For an NFL kicker, the cameras, reporters and notepads don’t tend to appear unless one of two things happen: you kick a game-winning field goal or you screw up. Sunday night at Bank of America Stadium, the media gathered around Olindo Mare’s locker while he dressed. It was time to face the questions -- he screwed up.
"Obviously I didn’t do my job," Mare said quietly. "It’s difficult when your team puts you in a position to succeed and do everything they can to win a game and you don’t come through."
But to pin the Carolina Panthers’ heart-wrenching loss on Mare’s right foot would be short-sighted.
Should he have made the 31-yard field goal? Sure. But it never should have come down to that relatively short kick.
"Whoever thinks this game came down to the last possession is a fool," Panthers quarterback Cam Newton said. "Yeah, he missed a field goal, but go back in the third quarter and look at the drives. We had our opportunities. I’ll be damned if someone just sits up there and puts the pressure on one particular person where it was a collective loss."
Ok, let’s go back to that third quarter. After the Panthers opened the second half with a touchdown drive, the offense shut down. Three straight three-and-outs equaled a first down drought that extended to almost a full hour. Suddenly, it was 2010 again.
"Three and out is unacceptable, and if you expect to win games and you’re going three and out and you call yourself a high-powered offense, that’s not it," Newton said.
While the Panthers offense sputtered for most of the second half, at least they didn’t put points on a platter for the Minnesota Vikings. Nope, Carolina played the role of generous host in the first half.
Newton came into his eighth game as a pro with zero fumbles lost. In the first two quarters Sunday, he lost two fumbles after being hit from his blindside. Those two turnovers directly led to 14 Minnesota points.

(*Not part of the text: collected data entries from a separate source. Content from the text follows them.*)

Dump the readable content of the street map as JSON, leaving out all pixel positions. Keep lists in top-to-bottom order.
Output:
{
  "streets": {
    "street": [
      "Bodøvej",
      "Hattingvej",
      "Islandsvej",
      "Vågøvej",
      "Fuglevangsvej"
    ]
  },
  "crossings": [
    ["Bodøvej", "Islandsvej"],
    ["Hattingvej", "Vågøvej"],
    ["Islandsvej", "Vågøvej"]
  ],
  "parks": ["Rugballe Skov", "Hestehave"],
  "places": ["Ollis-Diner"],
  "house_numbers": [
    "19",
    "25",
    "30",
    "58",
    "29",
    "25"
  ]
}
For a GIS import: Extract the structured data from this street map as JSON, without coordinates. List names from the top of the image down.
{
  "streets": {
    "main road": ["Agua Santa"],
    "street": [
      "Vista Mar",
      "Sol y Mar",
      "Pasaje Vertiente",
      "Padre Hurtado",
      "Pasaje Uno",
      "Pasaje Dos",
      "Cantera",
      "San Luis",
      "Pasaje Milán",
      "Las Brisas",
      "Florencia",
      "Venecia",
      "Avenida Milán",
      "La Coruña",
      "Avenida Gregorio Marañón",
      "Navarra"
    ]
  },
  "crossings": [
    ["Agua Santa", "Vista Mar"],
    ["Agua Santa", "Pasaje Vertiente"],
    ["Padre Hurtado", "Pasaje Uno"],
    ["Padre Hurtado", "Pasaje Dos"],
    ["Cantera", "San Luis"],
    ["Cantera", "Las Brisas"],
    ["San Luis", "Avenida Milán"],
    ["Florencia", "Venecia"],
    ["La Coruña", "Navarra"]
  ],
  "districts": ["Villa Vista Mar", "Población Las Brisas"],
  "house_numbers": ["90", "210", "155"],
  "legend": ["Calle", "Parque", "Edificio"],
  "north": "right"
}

"Then early in the game we did the same thing with the sack fumble. It seems with every game we’ve lost we find ways to make it really easy on the other team."
But despite those three-and-outs and turnovers, the Panthers had a chance late in the fourth quarter. They had a chance to not just go to overtime, but to win the game.
With 50 seconds left and the Panthers facing a third and three, Newton ran right, picked up six yards, leaped and landed without his helmet. It would have been a first and goal at the Vikings 8-yard line. It would have been if not for a yellow flag.
Steve Smith was called for holding, turning a first and goal into a third and seven. While he pled his innocence with the refs, the replay showed Smith putting a bear hug on Vikings linebacker Chad Greenway.
Not surprisingly, that’s not the way Panthers head coach Ron Rivera saw it:
"They tell them as long as his hands are inside, they are inside. That’s what I saw. But I’m not the one on the field making the decision, so we just go with it."
When he was asked about the call, Smith played nice at first:
"The ref said it was holding, so it was holding."
But ultimately, the Panthers mercurial receiver couldn’t completely hold his tongue:
"For a 70-year-old man gimping down the field, I guess that’s what (the ref) saw."
The truth is, the Panthers didn’t lose because of a "gimping" ref or Mare’s left hook. This was more about a young team that continues to make piles of mistakes. That’s the theme of the first half of the 2011 season.
The Panthers are most likely better than their 2-6 record indicates, but as someone around here used to say, "It is what it is."
"You look at our record and it says a lot. I don’t classify us as a good team," Newton said. "Actions speak way louder than words."